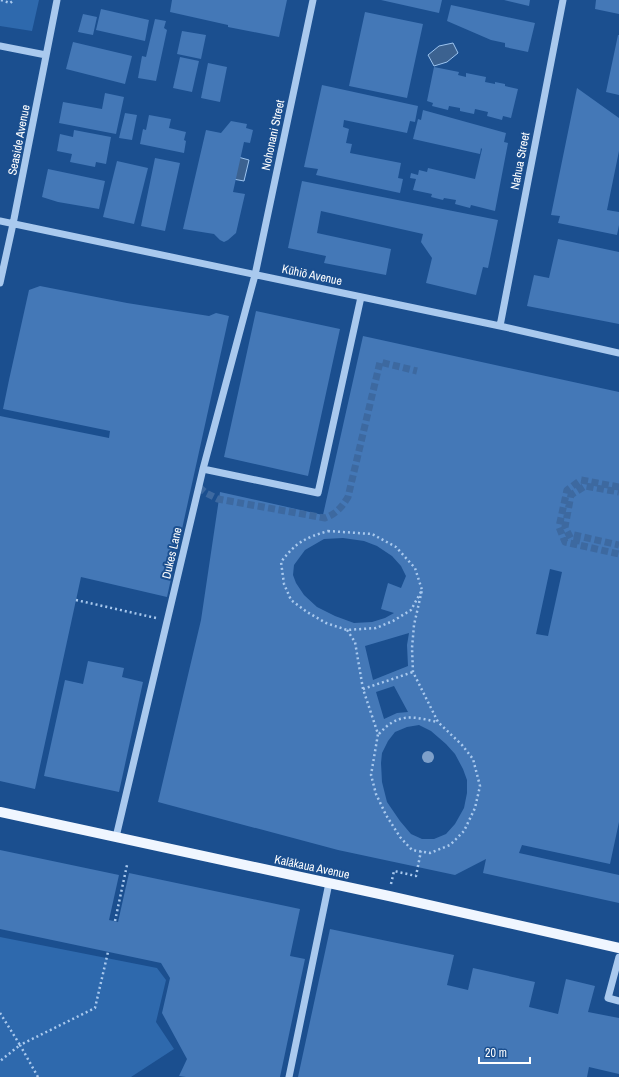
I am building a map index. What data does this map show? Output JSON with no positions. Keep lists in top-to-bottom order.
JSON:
{
  "streets": {
    "main road": ["Kalākaua Avenue"],
    "street": [
      "Nohonani Street",
      "Seaside Avenue",
      "Nahua Street",
      "Kūhiō Avenue",
      "Dukes Lane"
    ]
  },
  "crossings": [
    ["Nohonani Street", "Kūhiō Avenue"],
    ["Nohonani Street", "Dukes Lane"],
    ["Seaside Avenue", "Kūhiō Avenue"],
    ["Nahua Street", "Kūhiō Avenue"],
    ["Kūhiō Avenue", "Dukes Lane"],
    ["Dukes Lane", "Kalākaua Avenue"]
  ],
  "scale_bar": "20 m"
}
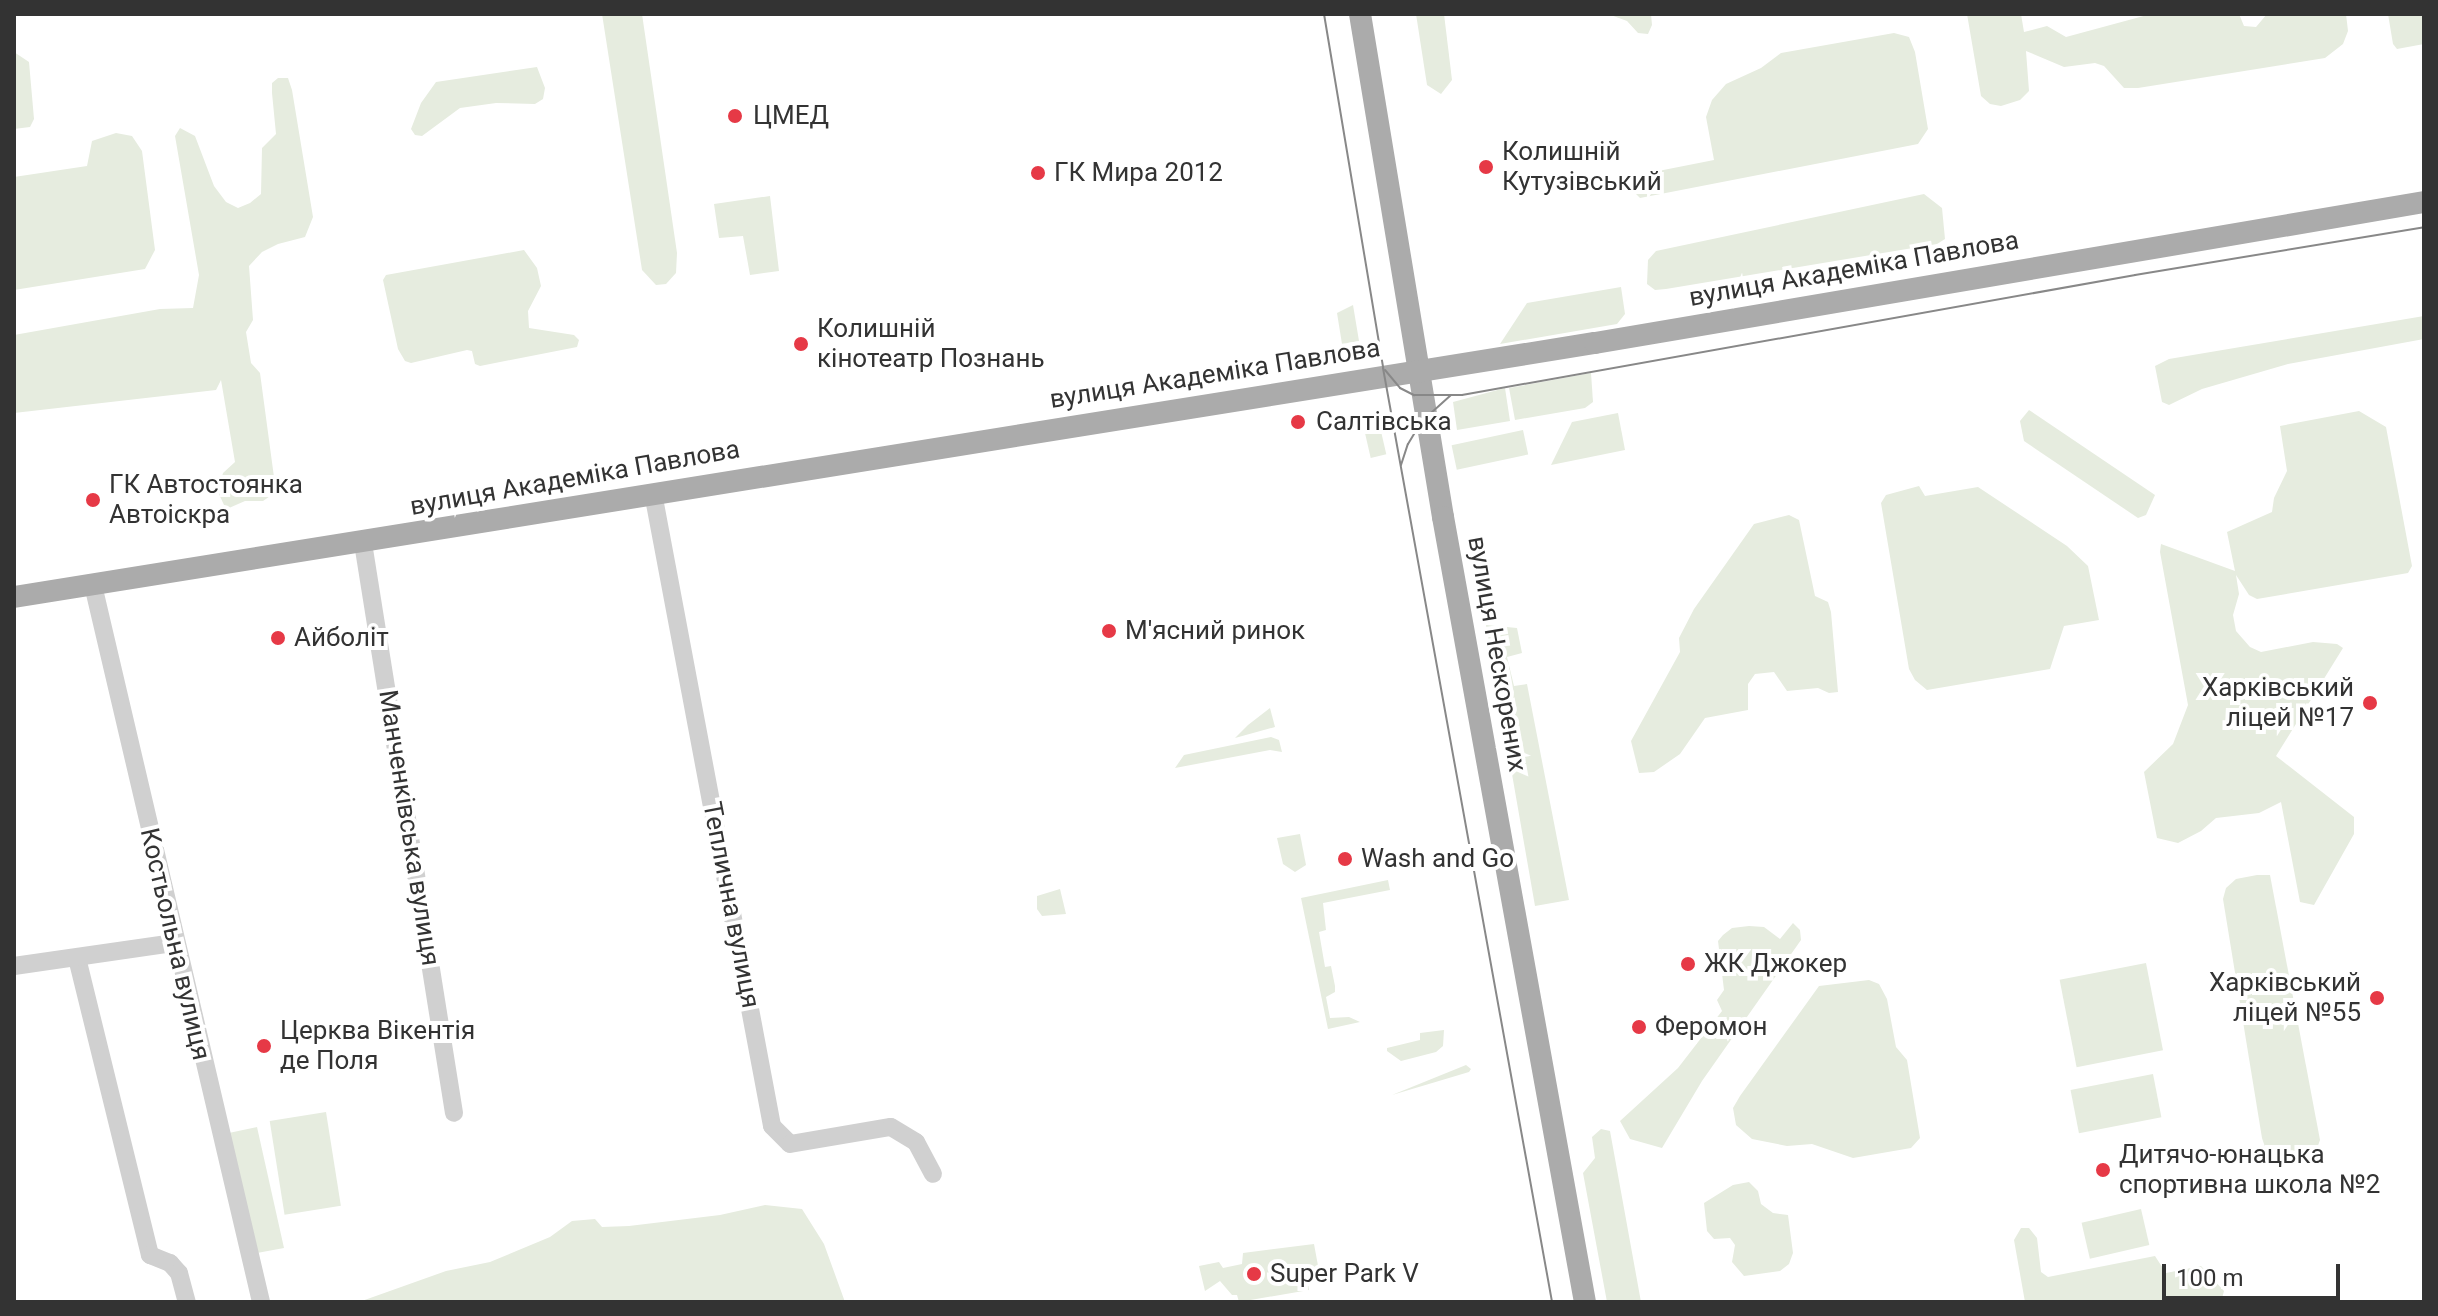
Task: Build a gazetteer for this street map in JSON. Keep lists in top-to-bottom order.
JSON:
{
  "streets": {
    "main road": ["вулиця Академіка Павлова", "вулиця Нескорених"],
    "street": ["Манченківська вулиця", "Теплична вулиця", "Костьольна вулиця"]
  },
  "crossings": [
    ["вулиця Академіка Павлова", "вулиця Нескорених"],
    ["вулиця Академіка Павлова", "Манченківська вулиця"],
    ["вулиця Академіка Павлова", "Теплична вулиця"],
    ["вулиця Академіка Павлова", "Костьольна вулиця"]
  ],
  "places": [
    "ЦМЕД",
    "Колишній Кутузівський",
    "ГК Мира 2012",
    "Колишній кінотеатр Познань",
    "Салтівська",
    "ГК Автостоянка Автоіскра",
    "М'ясний ринок",
    "Айболіт",
    "Харківський ліцей №17",
    "Wash and Go",
    "ЖК Джокер",
    "Харківський ліцей №55",
    "Феромон",
    "Церква Вікентія де Поля",
    "Дитячо-юнацька спортивна школа №2",
    "Super Park V"
  ],
  "scale_bar": "100 m"
}
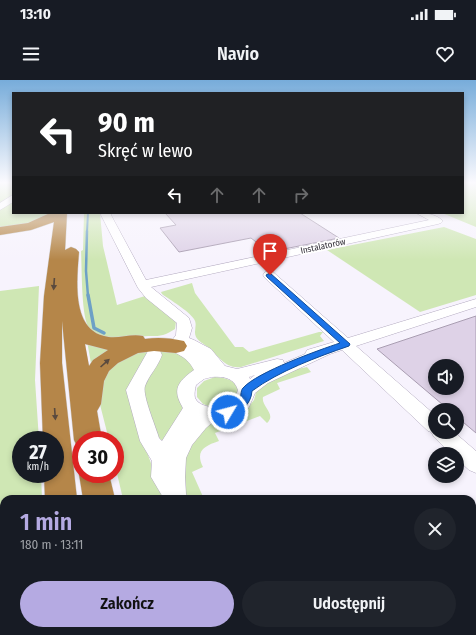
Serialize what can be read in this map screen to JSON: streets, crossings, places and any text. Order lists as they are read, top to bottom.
{
  "streets": {
    "street": ["Instalatorów"]
  },
  "page": {
    "status": "13:10",
    "header": "Navio",
    "turn": ["90 m", "Skręć w lewo"],
    "speed": "27 km/h",
    "limit": "30",
    "heading": ["1 min", "180 m · 13:11"],
    "buttons": ["Zakończ", "Udostępnij"]
  }
}
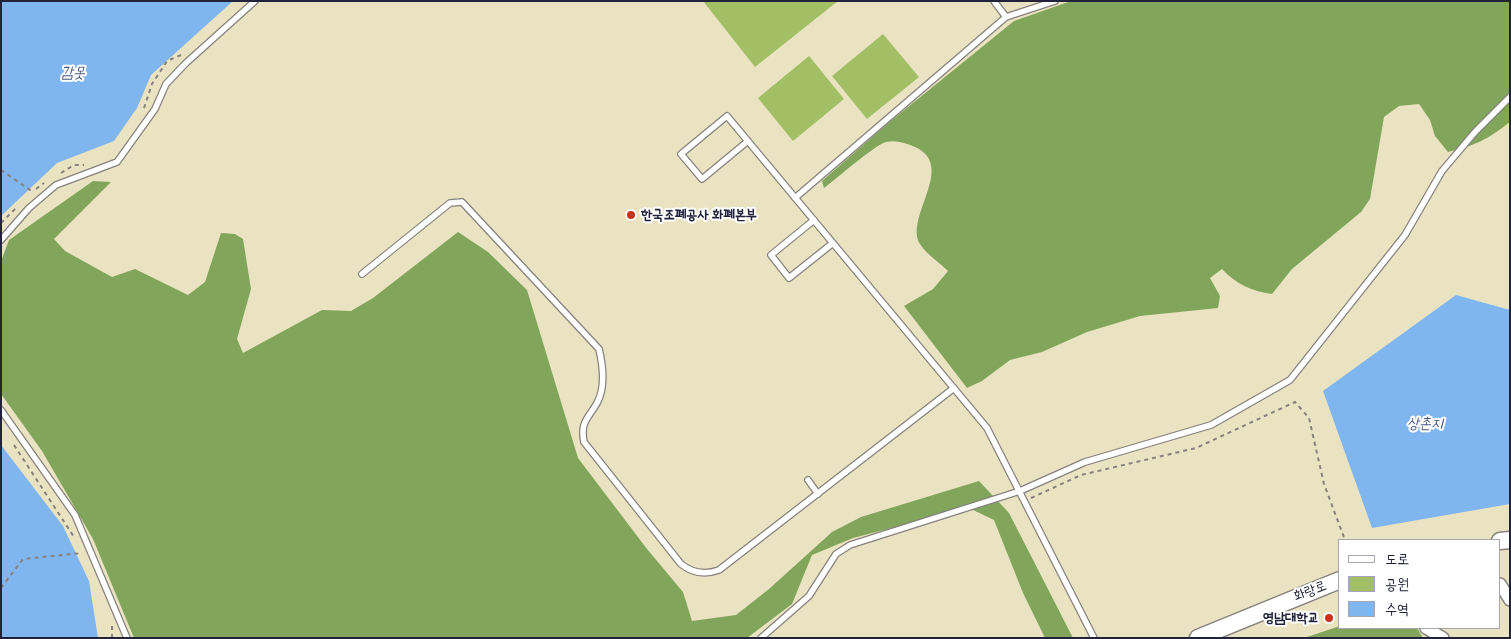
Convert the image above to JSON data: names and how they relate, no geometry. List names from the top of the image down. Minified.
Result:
{"streets":{"street":["화랑로"]},"water":["감못","상촌지"],"places":["한국조폐공사 화폐본부","영남대학교"],"legend":["도로","공원","수역"]}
:::
Exercise
The answer is a single number: how many lines in the data above hold the string "Keep".

Finished exercise
2